4. Briefly, in your opinion, what would you highlight as the key issues that enforce and sustain a brand?
It always boils down to customer option and perception. You need to keep people feeling positive about your brand to ensure that message is passed around. Consistent marketing is essential but it may also involve focus on customer service, product development or achievements in other customer facing business areas.
5. How would you distinguish the difference between brand iconicity and brand popularity? (For example; Coca-Cola could be observed as iconic, whereas Pepsi could be observed as popular).

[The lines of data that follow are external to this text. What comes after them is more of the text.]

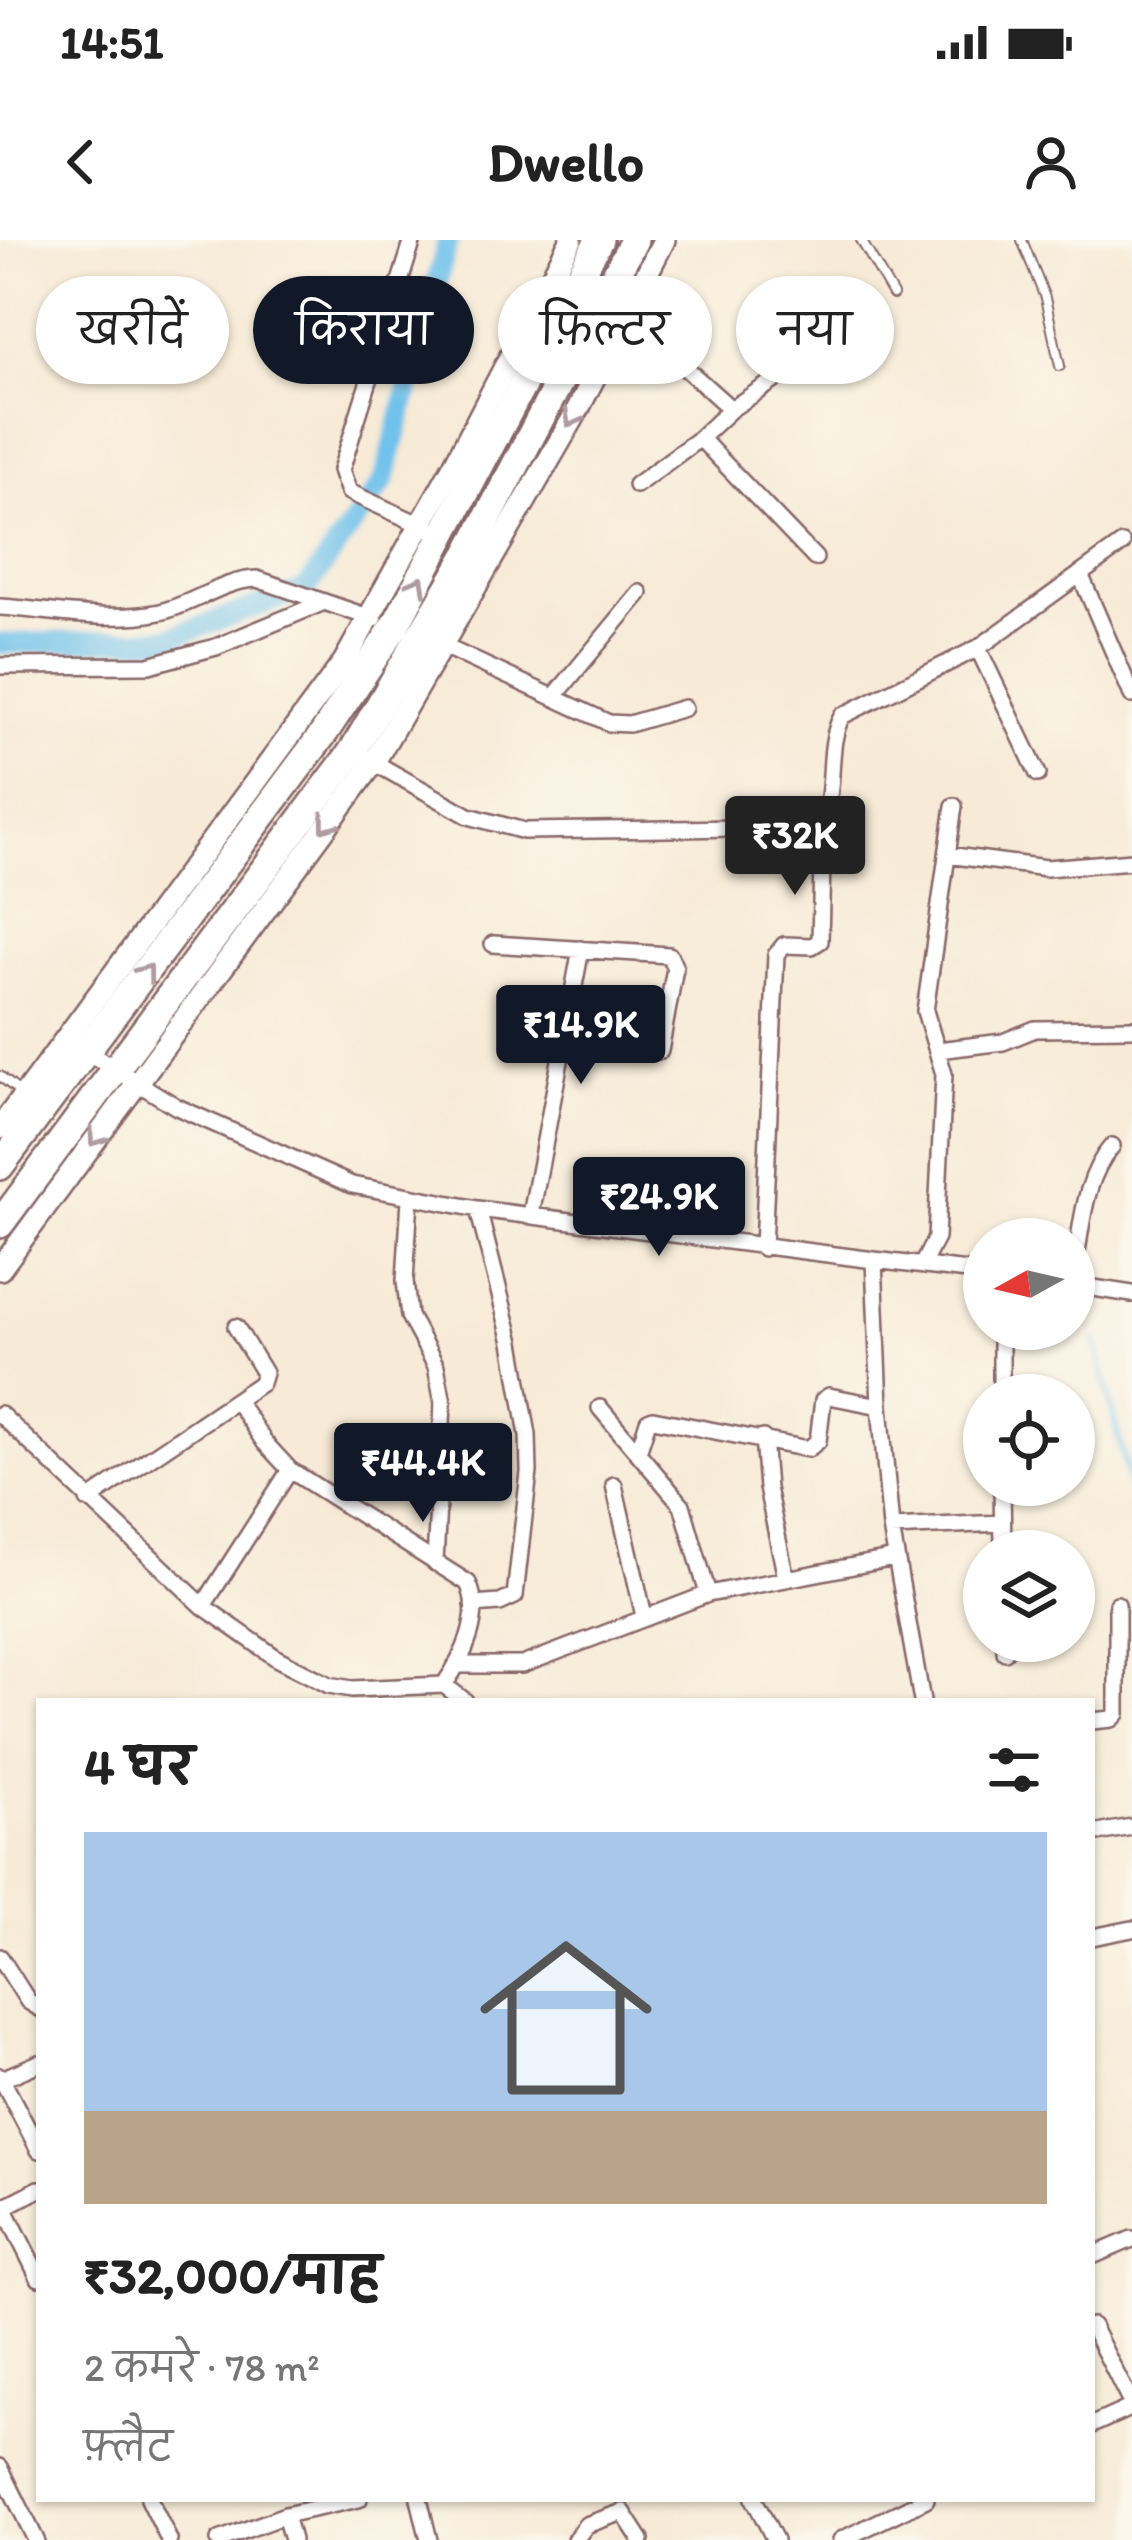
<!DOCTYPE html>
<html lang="hi">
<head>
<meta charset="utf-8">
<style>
  body { margin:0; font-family:Itim,"Playpen Sans Deva",sans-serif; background:#f2f2f2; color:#222; height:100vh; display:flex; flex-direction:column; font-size:45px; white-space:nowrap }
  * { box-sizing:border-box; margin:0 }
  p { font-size:39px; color:#767676 }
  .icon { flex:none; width:66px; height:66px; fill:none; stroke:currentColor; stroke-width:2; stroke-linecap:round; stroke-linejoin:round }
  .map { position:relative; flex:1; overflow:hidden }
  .sheet { position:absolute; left:36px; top:1458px; width:1059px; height:804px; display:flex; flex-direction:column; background:#fff; border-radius:0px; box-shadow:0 3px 9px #0004 }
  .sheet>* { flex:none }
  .guide { position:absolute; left:36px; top:36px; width:1062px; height:108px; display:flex; gap:24px }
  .needle { width:78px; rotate:262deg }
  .fabs { position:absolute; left:963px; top:978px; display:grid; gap:24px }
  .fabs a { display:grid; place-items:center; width:132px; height:132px; border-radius:50%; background:#fff; box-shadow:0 3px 9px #0004; font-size:60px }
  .price { position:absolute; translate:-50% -102px; padding:0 27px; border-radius:12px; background:#111827; color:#fff; font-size:39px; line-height:78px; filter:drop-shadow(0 3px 6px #0008) }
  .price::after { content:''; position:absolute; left:50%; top:72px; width:36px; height:27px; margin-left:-18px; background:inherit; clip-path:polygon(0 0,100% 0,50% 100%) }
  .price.active { background:#222; color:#fff }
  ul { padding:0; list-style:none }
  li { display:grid; align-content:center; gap:24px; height:636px; padding:0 48px }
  li span { display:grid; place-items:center; height:372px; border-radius:0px; color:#555 }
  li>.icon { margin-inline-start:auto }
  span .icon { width:216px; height:216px; fill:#fffc; stroke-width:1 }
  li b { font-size:51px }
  h2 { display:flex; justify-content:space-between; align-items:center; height:144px; padding:0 48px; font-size:51px }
  .pill { padding:0 42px; border-radius:54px; background:#fff; box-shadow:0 3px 9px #0004; font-size:42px; line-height:108px }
  .pill.active { background:#111827; color:#fff }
  .status { display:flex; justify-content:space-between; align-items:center; height:84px; padding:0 60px; background:#fff; direction:ltr }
  .status svg { height:33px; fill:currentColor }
  header { display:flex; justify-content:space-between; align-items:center; height:156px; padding:0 48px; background:#fff; font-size:54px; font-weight:800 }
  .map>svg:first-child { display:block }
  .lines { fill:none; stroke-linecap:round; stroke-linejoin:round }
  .stream { stroke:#6fc1eb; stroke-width:6 }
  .canal { stroke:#6fc1eb; stroke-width:21 }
  .lane-casing { stroke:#876667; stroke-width:12 }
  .street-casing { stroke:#876667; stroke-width:20 }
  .secondary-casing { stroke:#876667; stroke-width:26 }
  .highway-casing { stroke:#876667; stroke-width:32 }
  .lane { stroke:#fff; stroke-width:8 }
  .street { stroke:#fff; stroke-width:15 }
  .secondary { stroke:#fff; stroke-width:21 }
  .highway { stroke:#fff; stroke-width:27 }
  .oneway { stroke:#ae9aa0 }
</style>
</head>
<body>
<div class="status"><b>14:51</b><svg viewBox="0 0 49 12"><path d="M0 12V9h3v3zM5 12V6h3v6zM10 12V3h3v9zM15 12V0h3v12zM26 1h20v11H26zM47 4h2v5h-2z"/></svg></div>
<header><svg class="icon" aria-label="back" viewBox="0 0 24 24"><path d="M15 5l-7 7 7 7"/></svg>Dwello<svg class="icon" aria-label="person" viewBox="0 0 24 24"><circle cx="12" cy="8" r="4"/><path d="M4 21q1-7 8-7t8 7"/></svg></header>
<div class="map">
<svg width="1132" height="2300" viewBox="0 0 1132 2300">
  <rect width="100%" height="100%" fill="#fbf7ec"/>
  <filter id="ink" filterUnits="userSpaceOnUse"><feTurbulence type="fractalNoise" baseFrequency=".00833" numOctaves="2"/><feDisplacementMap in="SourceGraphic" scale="24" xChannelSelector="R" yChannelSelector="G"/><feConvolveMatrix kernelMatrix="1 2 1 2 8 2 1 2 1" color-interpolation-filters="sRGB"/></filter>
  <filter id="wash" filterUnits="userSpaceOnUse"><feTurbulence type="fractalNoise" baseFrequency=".004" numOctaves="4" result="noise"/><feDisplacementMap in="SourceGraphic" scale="48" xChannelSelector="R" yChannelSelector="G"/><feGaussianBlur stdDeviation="2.7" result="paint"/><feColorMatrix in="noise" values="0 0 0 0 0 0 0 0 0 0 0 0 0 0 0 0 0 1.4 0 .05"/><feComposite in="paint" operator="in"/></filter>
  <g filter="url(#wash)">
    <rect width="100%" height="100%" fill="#f7ead6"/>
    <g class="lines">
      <path class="stream" d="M1095,1099L1132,1253"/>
      <path class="canal" d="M0,404L168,398L306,349L384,241L448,0"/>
    </g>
  </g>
  <g filter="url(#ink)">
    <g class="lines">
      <g class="lane-casing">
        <path id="lane" d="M861,0L893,55
          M1022,0L1045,58L1060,126
          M0,836L23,855"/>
      </g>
      <g class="street-casing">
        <path id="street" d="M413,0L341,230L349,252L445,296
          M626,75L731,169L831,103
          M700,198L815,318
          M636,245L700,198L731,169
          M1080,334L1132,455
          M0,367C51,370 109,383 160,372C194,364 223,340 257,339L374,379
          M443,406L609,483L629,484L684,468
          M978,408L1038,534
          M0,426L149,425L216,407L324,362
          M554,457L640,353
          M366,518L469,576L524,591L818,587C839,557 824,509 842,476L978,408L1122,304
          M947,615L1046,628L1132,621
          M493,704L669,715L675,728L660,811
          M938,810L1003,802L1035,789L1132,788
          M87,812L177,867L352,945L478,969L874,1020L880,1166L891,1288L922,1461
          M410,958L405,1041L409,1076L436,1126L443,1163L435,1323
          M531,975L581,709
          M763,1008L776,715L784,705L812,706L820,701L823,583
          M874,1020L984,1033
          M922,1025L936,998L944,834L925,771L954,566
          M1074,1030C1082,988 1083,939 1112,906
          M1074,1045L1132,1054
          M1001,1089V1155
          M236,1160L265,1203L290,1230L468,1343C484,1377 463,1418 444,1445
          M600,1168L682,1265L708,1354
          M0,1174L203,1366L278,1419L329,1445L352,1449L444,1445L465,1461
          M763,1198L767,1248L786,1338
          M638,1212L648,1181L653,1179L808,1209L818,1201L823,1160L829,1156L880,1166
          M614,1245L644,1376
          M1002,1245L1003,1311
          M88,1260L261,1143L264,1133L236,1087
          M891,1288L1002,1283
          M473,1365L500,1363L515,1356L529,1232L528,1195L512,1102L478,969
          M203,1366L290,1230
          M1005,1401V1412
          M458,1425H522L708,1354L895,1318
          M1092,1481L1112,1479L1117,1474V1364
          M1092,1594L1132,1587
          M1092,1697L1132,1689
          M0,1717L28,1761L39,1768
          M0,1836L39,1910
          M2,1839L39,1823
          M4,1967L39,1949
          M0,1968L4,1967L39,2038
          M1092,2016L1132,1999
          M1092,2086L1132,2165
          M1092,2185L1132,2167
          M0,2227L36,2300
          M149,2259L169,2300
          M419,2259L429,2300
          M754,2259L775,2300
          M219,2300L285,2275
          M292,2300L285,2275L359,2259
          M575,2300L586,2285L623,2272L641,2300
          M841,2300L926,2259"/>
      </g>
      <g class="secondary-casing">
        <path id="secondary" d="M0,888L344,422L454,225L571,0
          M0,1029L374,522L575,175L664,0"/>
      </g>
      <g class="highway-casing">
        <path id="highway" d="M0,926L324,493L395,386L599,0
          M0,984L352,512L471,310L634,0"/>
      </g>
      <use href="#lane" class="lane"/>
      <use href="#street" class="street"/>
      <use href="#secondary" class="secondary"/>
      <use href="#highway" class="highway"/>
    </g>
    <defs><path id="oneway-chevron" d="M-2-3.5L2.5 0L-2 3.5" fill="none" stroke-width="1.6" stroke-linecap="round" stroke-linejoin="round" transform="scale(3)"/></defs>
    <g class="oneway">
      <use href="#oneway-chevron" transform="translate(572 179) rotate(119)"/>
      <use href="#oneway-chevron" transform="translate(418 344) rotate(-61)"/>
      <use href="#oneway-chevron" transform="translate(327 584) rotate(127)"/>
      <use href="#oneway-chevron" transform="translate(146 732) rotate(-53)"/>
      <use href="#oneway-chevron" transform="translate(96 898) rotate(126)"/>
    </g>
  </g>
</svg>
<div class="fabs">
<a><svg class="needle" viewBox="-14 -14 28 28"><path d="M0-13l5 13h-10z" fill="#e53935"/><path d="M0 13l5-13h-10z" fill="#767676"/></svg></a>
<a><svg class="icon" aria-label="locate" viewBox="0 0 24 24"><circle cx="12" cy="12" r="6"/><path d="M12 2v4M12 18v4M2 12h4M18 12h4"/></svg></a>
<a><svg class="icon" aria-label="layers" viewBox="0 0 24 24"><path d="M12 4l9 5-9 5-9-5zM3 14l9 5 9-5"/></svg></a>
</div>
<b class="price active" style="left:795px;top:658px">₹32K</b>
<b class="price" style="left:581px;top:847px">₹14.9K</b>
<b class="price" style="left:659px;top:1019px">₹24.9K</b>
<b class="price" style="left:423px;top:1285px">₹44.4K</b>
<div class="guide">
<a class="pill">खरीदें</a>
<a class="pill active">किराया</a>
<a class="pill">फ़िल्टर</a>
<a class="pill">नया</a>
</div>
<section class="sheet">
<h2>4 घर<svg class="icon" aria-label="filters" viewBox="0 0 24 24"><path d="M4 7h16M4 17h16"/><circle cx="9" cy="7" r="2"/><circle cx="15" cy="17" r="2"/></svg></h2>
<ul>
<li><span style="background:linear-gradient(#a9c7e8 75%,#b9a48a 0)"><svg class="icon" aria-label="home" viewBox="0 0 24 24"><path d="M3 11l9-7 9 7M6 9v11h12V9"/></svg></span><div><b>₹32,000/माह</b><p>2 कमरे · 78 m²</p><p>फ़्लैट</p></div></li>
</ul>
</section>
</div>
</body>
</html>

Both could be seen as going hand-in-hand. Nothing becomes an icon with some degree of interest by the masses. An iconic brand is often one that stands out from the crowd and acts as something new, original or different in the marketplace, something that has a more unique story to tell. Both brands provide Cola yet one clearly has a back-story and more interesting history that helps support the iconic status.
6. Would you agree that effective branding/marketing techniques are developed off the back of cultural anxieties and economic issues?
Clearly, some techniques could be developed due to economic difficulties. In terms of marketing, companies are forced to manage their budgets better to get more out of their pound (or more bang for their buck). Maybe they forget the costly press advertising and move their focus to the email marketing or social networking. Those who understand the need to adapt, and then take action to do so, will ultimately be better off.